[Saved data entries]
Start of Block
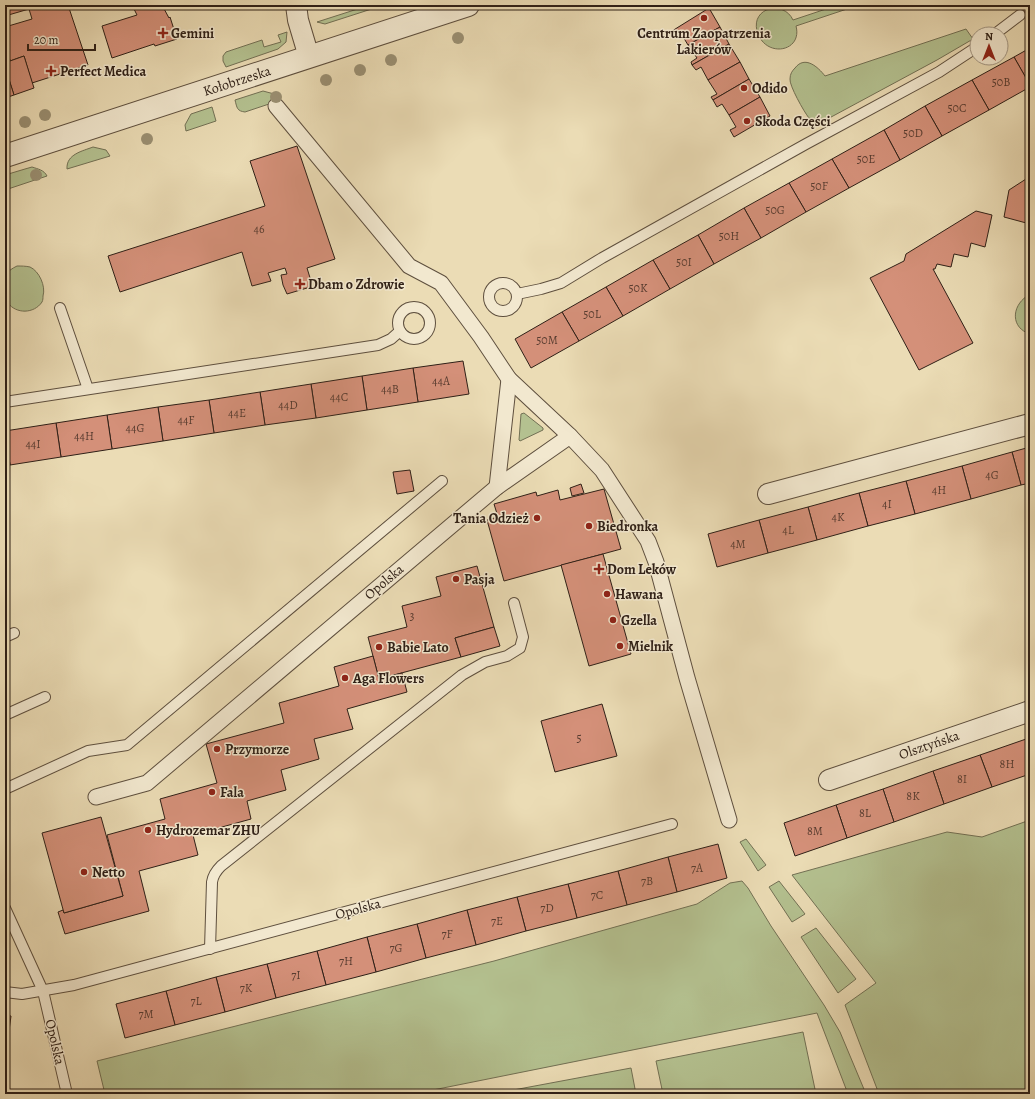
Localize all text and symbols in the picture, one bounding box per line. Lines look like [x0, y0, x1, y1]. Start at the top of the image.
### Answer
marker: Centrum Zaopatrzenia Lakierów [699, 13, 709, 23]
place label: Gemini [171, 24, 214, 43]
place label: Centrum Zaopatrzenia Lakierów [637, 24, 771, 59]
scale bar [28, 26, 95, 52]
north arrow [969, 26, 1009, 66]
marker: Gemini [158, 28, 168, 38]
text: N [985, 29, 993, 44]
text: 20 m [34, 32, 58, 48]
street label: Kołobrzeska [201, 61, 274, 101]
place label: Perfect Medica [60, 62, 147, 81]
marker: Perfect Medica [45, 65, 57, 77]
house number: 50B [992, 74, 1010, 90]
place label: Odido [752, 79, 788, 98]
marker: Odido [739, 83, 749, 93]
house number: 50C [947, 100, 967, 116]
place label: Skoda Części [755, 112, 831, 131]
marker: Skoda Części [742, 116, 752, 126]
house number: 50D [903, 125, 923, 141]
house number: 50E [857, 151, 875, 167]
house number: 50F [810, 178, 828, 194]
house number: 50G [765, 202, 785, 218]
house number: 46 [254, 221, 265, 237]
house number: 50H [719, 228, 739, 244]
house number: 50I [676, 254, 692, 270]
place label: Dbam o Zdrowie [308, 275, 405, 294]
marker: Dbam o Zdrowie [295, 279, 305, 289]
house number: 50K [628, 280, 648, 296]
house number: 50L [583, 306, 602, 322]
house number: 50M [536, 332, 558, 348]
house number: 44A [432, 373, 451, 389]
house number: 44B [381, 381, 399, 397]
house number: 44C [330, 389, 348, 405]
house number: 44D [278, 397, 298, 413]
house number: 44E [228, 405, 246, 421]
house number: 44F [177, 412, 195, 428]
house number: 44G [126, 420, 144, 436]
house number: 44H [74, 428, 94, 444]
house number: 44I [25, 436, 41, 452]
house number: 4G [985, 467, 999, 483]
house number: 4H [932, 482, 946, 498]
house number: 4I [882, 496, 892, 512]
place label: Tania Odzież [453, 509, 530, 528]
house number: 4K [832, 509, 845, 525]
marker: Tania Odzież [532, 513, 542, 523]
place label: Biedronka [597, 517, 659, 536]
marker: Biedronka [584, 521, 594, 531]
house number: 4L [782, 522, 795, 538]
house number: 4M [730, 536, 746, 552]
street label: Opolska [360, 560, 408, 604]
place label: Dom Leków [607, 560, 677, 579]
marker: Dom Leków [594, 564, 604, 574]
place label: Pasja [464, 570, 495, 589]
marker: Pasja [451, 574, 461, 584]
place label: Hawana [615, 585, 664, 604]
marker: Hawana [602, 589, 612, 599]
house number: 3 [410, 608, 415, 624]
place label: Gzella [621, 611, 657, 630]
marker: Gzella [608, 615, 618, 625]
place label: Mielnik [628, 637, 674, 656]
place label: Babie Lato [387, 638, 449, 657]
marker: Mielnik [615, 641, 625, 651]
marker: Babie Lato [374, 642, 384, 652]
place label: Aga Flowers [352, 669, 425, 688]
marker: Aga Flowers [340, 673, 350, 683]
street label: Olsztyńska [896, 726, 962, 764]
house number: 5 [576, 730, 582, 746]
place label: Przymorze [225, 740, 290, 759]
marker: Przymorze [212, 744, 222, 754]
house number: 8H [1000, 756, 1014, 772]
house number: 8I [957, 771, 967, 787]
place label: Fala [220, 783, 244, 802]
marker: Fala [207, 787, 217, 797]
house number: 8K [906, 788, 920, 804]
house number: 8L [859, 805, 872, 821]
place label: Hydrozemar ZHU [156, 821, 260, 840]
house number: 8M [807, 823, 823, 839]
marker: Hydrozemar ZHU [143, 825, 153, 835]
house number: 7A [691, 860, 704, 876]
place label: Netto [92, 863, 125, 882]
marker: Netto [79, 867, 89, 877]
house number: 7B [641, 873, 653, 889]
house number: 7C [591, 887, 603, 903]
street label: Opolska [333, 894, 383, 924]
house number: 7D [540, 900, 554, 916]
house number: 7E [491, 913, 503, 929]
house number: 7F [441, 926, 453, 942]
house number: 7G [389, 940, 403, 956]
house number: 7H [339, 953, 353, 969]
house number: 7I [291, 967, 301, 983]
house number: 7K [240, 980, 253, 996]
house number: 7L [190, 993, 202, 1009]
house number: 7M [138, 1006, 154, 1022]
street label: Opolska [41, 1017, 70, 1067]

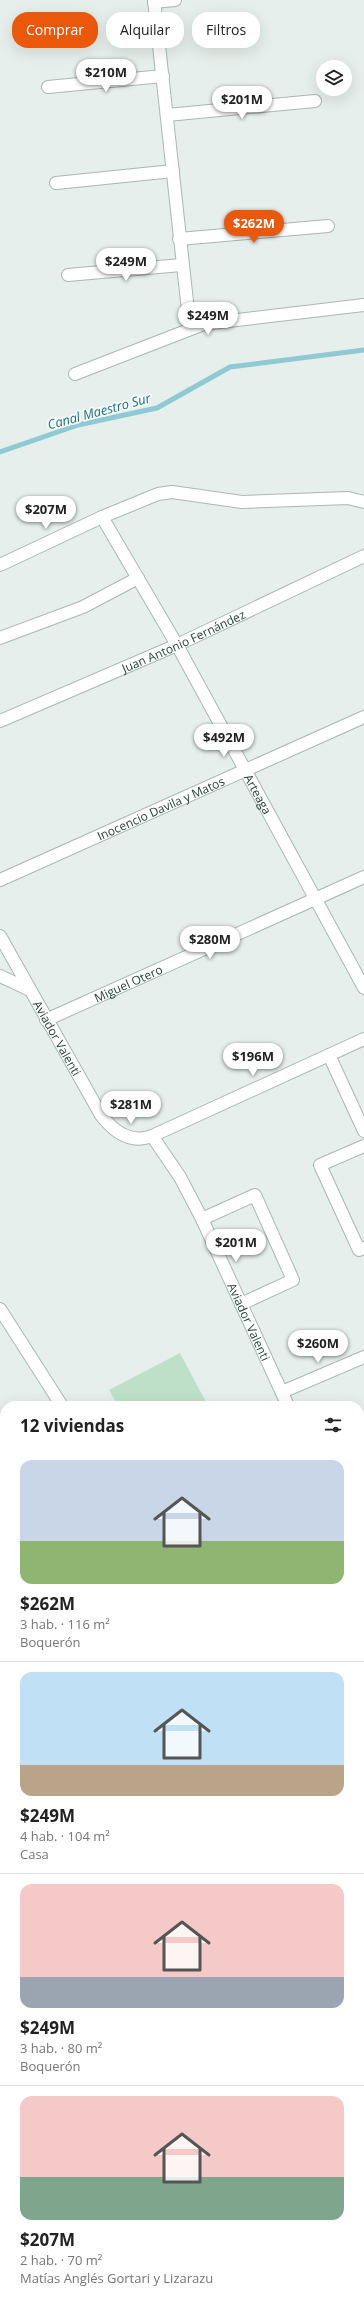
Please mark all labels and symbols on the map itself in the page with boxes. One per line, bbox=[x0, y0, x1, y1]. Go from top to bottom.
pin: $210M bbox=[78, 59, 134, 93]
pin: $201M bbox=[214, 86, 270, 120]
pin: $262M bbox=[226, 210, 282, 244]
pin: $249M bbox=[98, 248, 154, 282]
pin: $249M bbox=[180, 302, 236, 336]
water label: Canal Maestro Sur bbox=[45, 388, 153, 433]
pin: $207M bbox=[18, 496, 74, 530]
street label: Juan Antonio Fernández bbox=[118, 605, 248, 677]
pin: $492M bbox=[196, 724, 252, 758]
street label: Arteaga bbox=[240, 771, 276, 817]
street label: Inocencio Davila y Matos bbox=[94, 772, 227, 844]
pin: $280M bbox=[182, 926, 238, 960]
street label: Miguel Otero bbox=[91, 960, 165, 1006]
street label: Aviador Valenti bbox=[29, 997, 86, 1079]
pin: $196M bbox=[225, 1043, 281, 1077]
pin: $281M bbox=[103, 1091, 159, 1125]
pin: $201M bbox=[208, 1229, 264, 1263]
street label: Aviador Valenti bbox=[224, 1280, 274, 1363]
pin: $260M bbox=[290, 1330, 346, 1364]

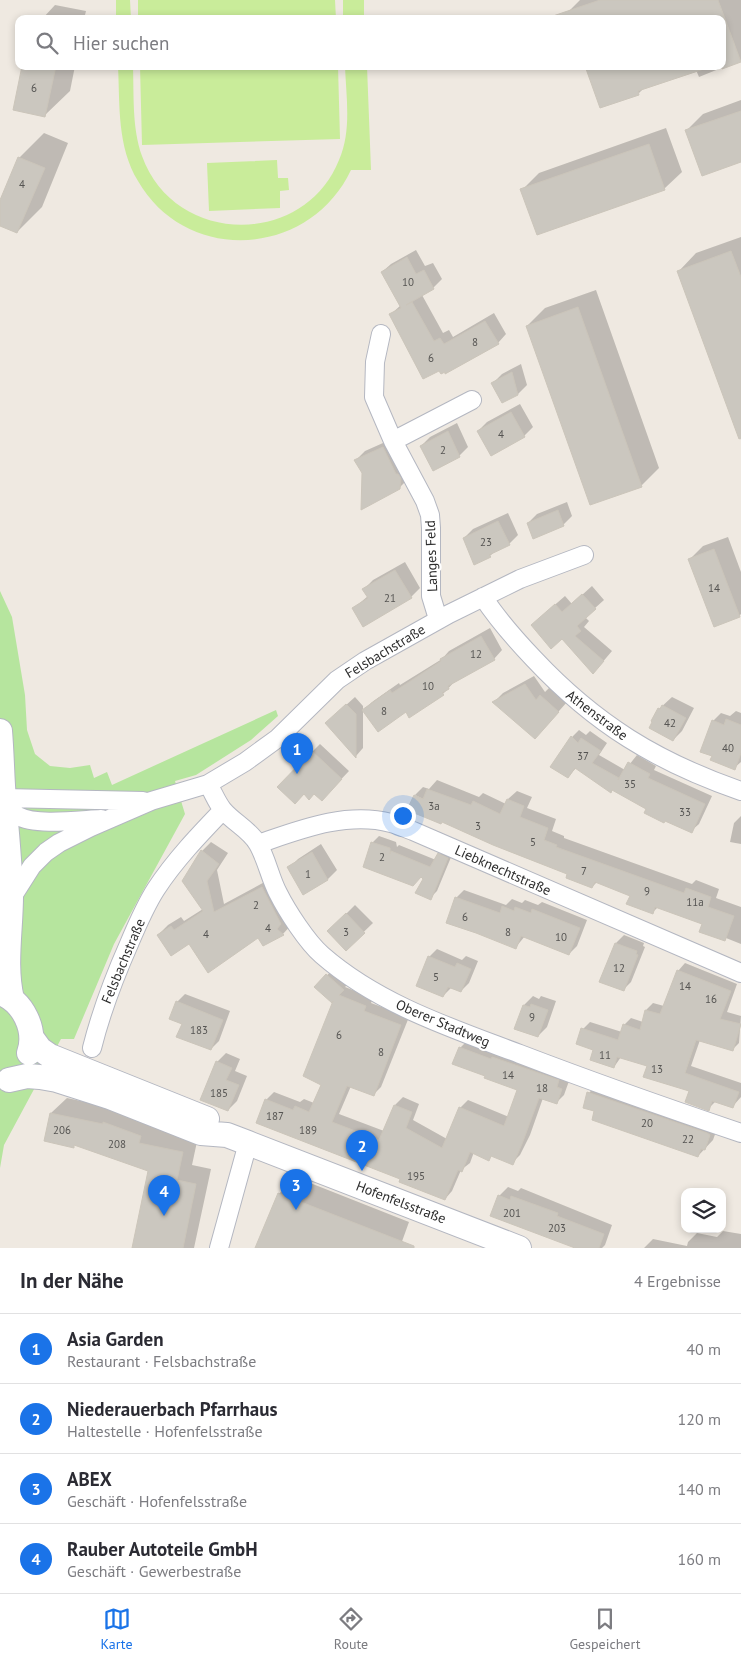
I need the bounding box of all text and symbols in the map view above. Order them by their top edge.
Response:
search box [15,15,726,70]
icon: search [33,29,61,57]
text: Hier suchen [73,31,169,55]
house number: 6 [31,81,37,95]
house number: 4 [19,177,25,191]
house number: 10 [402,275,414,289]
house number: 8 [472,335,478,349]
house number: 6 [428,351,434,365]
house number: 4 [498,427,504,441]
house number: 2 [440,443,446,457]
street label: Langes Feld [421,520,441,592]
house number: 23 [480,535,492,549]
house number: 14 [708,581,720,595]
house number: 21 [384,591,396,605]
street label: Felsbachstraße [342,620,428,682]
house number: 12 [470,647,482,661]
house number: 10 [422,679,434,693]
street label: Athenstraße [562,686,632,744]
house number: 8 [381,704,387,718]
house number: 42 [664,716,676,730]
pin: 1 [281,733,313,774]
house number: 40 [722,741,734,755]
house number: 37 [577,749,589,763]
house number: 35 [624,777,636,791]
house number: 3a [428,799,440,813]
your location [390,803,416,829]
house number: 33 [679,805,691,819]
house number: 3 [475,819,481,833]
house number: 5 [530,835,536,849]
street label: Liebknechtstraße [452,841,554,899]
house number: 2 [379,850,385,864]
house number: 7 [581,864,587,878]
house number: 1 [305,867,311,881]
house number: 9 [644,884,650,898]
house number: 11a [686,895,704,909]
house number: 2 [253,898,259,912]
house number: 6 [462,910,468,924]
street label: Felsbachstraße [97,916,149,1006]
house number: 4 [265,921,271,935]
house number: 3 [343,925,349,939]
house number: 8 [505,925,511,939]
house number: 4 [203,927,209,941]
house number: 10 [555,930,567,944]
house number: 12 [613,961,625,975]
house number: 5 [433,970,439,984]
house number: 14 [679,979,691,993]
house number: 16 [705,992,717,1006]
street label: Oberer Stadtweg [393,995,493,1051]
house number: 9 [529,1010,535,1024]
house number: 183 [190,1023,208,1037]
house number: 6 [336,1028,342,1042]
house number: 8 [378,1045,384,1059]
house number: 11 [599,1048,611,1062]
house number: 13 [651,1062,663,1076]
house number: 14 [502,1068,514,1082]
house number: 18 [536,1081,548,1095]
house number: 185 [210,1086,228,1100]
house number: 187 [266,1109,284,1123]
house number: 20 [641,1116,653,1130]
house number: 206 [53,1123,71,1137]
house number: 189 [299,1123,317,1137]
pin: 2 [346,1130,378,1171]
house number: 22 [682,1132,694,1146]
house number: 208 [108,1137,126,1151]
pin: 3 [280,1169,312,1210]
house number: 195 [407,1169,425,1183]
pin: 4 [148,1175,180,1216]
street label: Hofenfelsstraße [353,1177,449,1227]
map controls [681,1188,726,1233]
button: layers [681,1188,726,1233]
house number: 201 [503,1206,521,1220]
house number: 203 [548,1221,566,1235]
text: In der Nähe [20,1267,124,1294]
text: 4 Ergebnisse [634,1271,721,1291]
text: Asia Garden [67,1327,164,1351]
text: 1 [31,1339,41,1359]
text: 40 m [686,1339,721,1359]
text: Restaurant · Felsbachstraße [67,1351,256,1371]
text: Niederauerbach Pfarrhaus [67,1397,278,1421]
text: 2 [31,1409,41,1429]
text: 120 m [678,1409,721,1429]
text: Haltestelle · Hofenfelsstraße [67,1421,263,1441]
text: ABEX [67,1467,112,1491]
text: 3 [31,1479,41,1499]
text: 140 m [678,1479,721,1499]
text: Geschäft · Hofenfelsstraße [67,1491,247,1511]
text: Rauber Autoteile GmbH [67,1537,258,1561]
text: 4 [31,1549,41,1569]
text: 160 m [678,1549,721,1569]
text: Geschäft · Gewerbestraße [67,1561,241,1581]
tab: Karte [101,1605,133,1653]
tab: Route [334,1605,368,1653]
tab: Gespeichert [569,1605,640,1653]

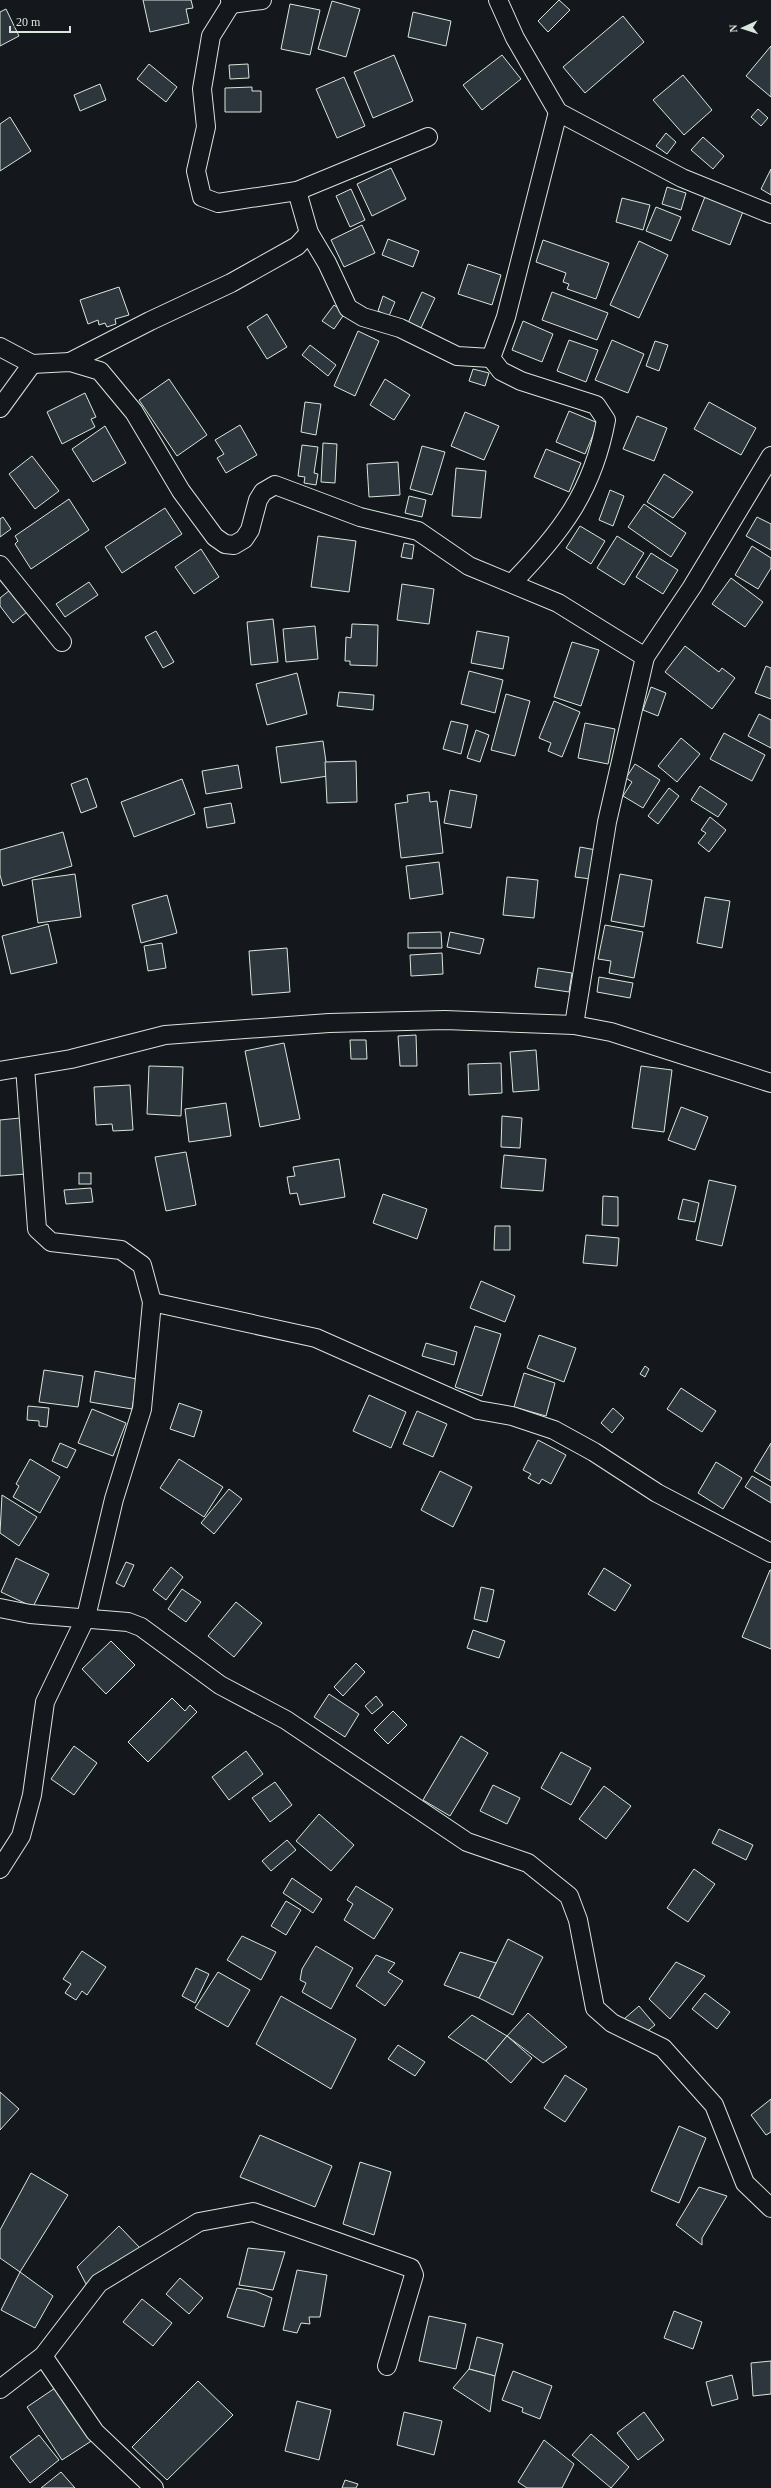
End of Block
EXERCISE INSTRUCTIONS: Reproduce the data above exactly, but only from the line containing "Please mark all" through the line containing "I need the bounding". Omit all pictures.

RESULT FOR THIS EXERCISE:
Please mark all labels and symbols on the map itself in the page with boxes. One per line, bbox=[x0, y0, x1, y1]. Go from top to bottom.
pin: $210M bbox=[78, 59, 134, 93]
pin: $201M bbox=[214, 86, 270, 120]
pin: $262M bbox=[226, 210, 282, 244]
pin: $249M bbox=[98, 248, 154, 282]
pin: $249M bbox=[180, 302, 236, 336]
water label: Canal Maestro Sur bbox=[45, 388, 153, 433]
pin: $207M bbox=[18, 496, 74, 530]
street label: Juan Antonio Fernández bbox=[118, 605, 248, 677]
pin: $492M bbox=[196, 724, 252, 758]
street label: Arteaga bbox=[240, 771, 276, 817]
street label: Inocencio Davila y Matos bbox=[94, 772, 227, 844]
pin: $280M bbox=[182, 926, 238, 960]
street label: Miguel Otero bbox=[91, 960, 165, 1006]
street label: Aviador Valenti bbox=[29, 997, 86, 1079]
pin: $196M bbox=[225, 1043, 281, 1077]
pin: $281M bbox=[103, 1091, 159, 1125]
pin: $201M bbox=[208, 1229, 264, 1263]
street label: Aviador Valenti bbox=[224, 1280, 274, 1363]
pin: $260M bbox=[290, 1330, 346, 1364]

I need the bounding box of all text and symbols in the map view above. Order them by their top edge.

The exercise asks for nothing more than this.